Insomma, nei mesi al governo dell’Italia – prima con Salvini, poi col Pd e infine con Forza Italia – i Cinque Stelle non sono riusciti ad adattarsi al tempo nuovo, imposto dall’emergenza economica e sanitaria. La maggioranza ha preferito, coi traghettatori di turno, continuare a parlare alla pancia del Paese. Agitando la bandierina della demagogia. Tradendo puntualmente gli accordi, come accaduto alla vigilia delle Regionali, nonostante Barbara Floridia (oggi presidente della commissione di vigilanza Rai) avesse garantito lealtà verso il progetto di Caterina Chinnici, che l’aveva battuta alle primarie di coalizione. I Cinque Stelle, su diktat di Conte, preferirono estendere alla Sicilia gli effetti nefasti della rottura col Pd di Letta. Sancendo un vulnus rispetto alle istituzioni e rispetto alla base, che porterà il Movimento a disperdere buona parte del consenso accumulato nelle precedenti tornate elettorali (nel 2018 eravamo a un passo dal 50% nell’Isola).

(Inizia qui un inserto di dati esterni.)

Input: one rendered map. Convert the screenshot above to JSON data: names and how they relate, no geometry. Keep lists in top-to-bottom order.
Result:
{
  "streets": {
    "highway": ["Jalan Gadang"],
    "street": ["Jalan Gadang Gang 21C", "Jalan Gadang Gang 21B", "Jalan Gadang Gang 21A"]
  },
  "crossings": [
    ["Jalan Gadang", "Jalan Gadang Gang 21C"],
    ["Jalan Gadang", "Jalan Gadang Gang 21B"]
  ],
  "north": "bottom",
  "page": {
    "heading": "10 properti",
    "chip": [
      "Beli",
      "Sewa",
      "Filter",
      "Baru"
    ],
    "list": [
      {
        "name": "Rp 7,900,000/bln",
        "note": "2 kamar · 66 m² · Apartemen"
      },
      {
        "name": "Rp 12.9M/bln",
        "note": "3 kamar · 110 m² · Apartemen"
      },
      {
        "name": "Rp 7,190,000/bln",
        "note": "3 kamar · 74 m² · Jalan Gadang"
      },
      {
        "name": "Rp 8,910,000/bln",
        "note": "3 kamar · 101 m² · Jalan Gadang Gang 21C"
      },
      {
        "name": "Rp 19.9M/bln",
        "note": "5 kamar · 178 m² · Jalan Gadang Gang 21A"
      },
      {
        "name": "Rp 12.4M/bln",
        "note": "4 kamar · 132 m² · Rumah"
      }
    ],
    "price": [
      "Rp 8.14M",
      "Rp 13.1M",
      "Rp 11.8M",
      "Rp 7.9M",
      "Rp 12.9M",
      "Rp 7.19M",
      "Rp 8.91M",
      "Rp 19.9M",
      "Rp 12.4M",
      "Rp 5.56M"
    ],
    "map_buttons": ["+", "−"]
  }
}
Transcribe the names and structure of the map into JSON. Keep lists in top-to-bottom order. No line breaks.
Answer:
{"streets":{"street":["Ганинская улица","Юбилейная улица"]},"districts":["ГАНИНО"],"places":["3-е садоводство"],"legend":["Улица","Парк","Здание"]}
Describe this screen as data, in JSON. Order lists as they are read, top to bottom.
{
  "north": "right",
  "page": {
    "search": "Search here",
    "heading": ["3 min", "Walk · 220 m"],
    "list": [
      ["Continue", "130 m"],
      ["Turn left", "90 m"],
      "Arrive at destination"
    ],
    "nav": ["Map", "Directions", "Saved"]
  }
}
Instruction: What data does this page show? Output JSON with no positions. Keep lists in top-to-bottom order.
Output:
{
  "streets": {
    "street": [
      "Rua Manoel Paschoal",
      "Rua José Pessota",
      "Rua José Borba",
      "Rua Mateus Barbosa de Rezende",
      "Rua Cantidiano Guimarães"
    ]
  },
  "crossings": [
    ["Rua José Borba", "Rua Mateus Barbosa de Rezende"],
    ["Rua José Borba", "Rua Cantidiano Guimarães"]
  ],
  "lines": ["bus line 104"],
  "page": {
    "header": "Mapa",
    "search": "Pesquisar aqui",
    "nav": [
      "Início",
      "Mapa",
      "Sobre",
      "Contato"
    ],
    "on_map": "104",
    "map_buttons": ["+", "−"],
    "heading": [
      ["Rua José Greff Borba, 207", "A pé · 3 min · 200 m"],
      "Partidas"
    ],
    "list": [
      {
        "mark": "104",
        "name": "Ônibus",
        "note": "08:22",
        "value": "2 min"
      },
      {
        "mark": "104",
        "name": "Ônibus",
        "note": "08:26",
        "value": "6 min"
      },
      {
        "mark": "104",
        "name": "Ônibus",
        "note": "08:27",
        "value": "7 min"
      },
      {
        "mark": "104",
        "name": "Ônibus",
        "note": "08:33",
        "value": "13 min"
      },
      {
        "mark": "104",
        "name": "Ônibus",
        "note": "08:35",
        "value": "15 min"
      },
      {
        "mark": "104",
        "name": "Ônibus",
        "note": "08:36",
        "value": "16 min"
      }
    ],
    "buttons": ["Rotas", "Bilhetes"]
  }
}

La crisi non è più rientrata e nelle parole di Cancelleri – che parla di un partito “distrutto” e privo di consenso – va colto un segnale di verità. In Sicilia, senza Reddito e senza Cancelleri, bisognerà reinventarsi in qualche modo. L’opposizione all’Assemblea regionale, per la terza legislatura di fila, è iniziata col freno tirato, se non fosse per qualche valida iniziativa: come quella di Luigi Sunseri, che dopo aver sollevato il velo dell’ipocrisia dalla gestione dei carrozzoni, è tornato a denunciare la mala gestio dei fondi dell’assessorato al Turismo. E le incongruenze del programma SeeSicily, che ha riversato sul capitolo comunicazione buona parte dei fondi destinati al pernottamento dei visitatori. Il M5s, anche all’Ars, si è profondamente rinnovato: ha dovuto rinunciare a deputati competenti e navigati come l’ambientalista Giampiero Trizzino, e fare spazio a giovani promettenti che devono ancora affilare le armi. Più che alla conservazione delle poltrone, però, il M5s dovrà dedicarsi alla conservazione della specie: l’addio di Cancelleri ha rimesso tutto in discussione.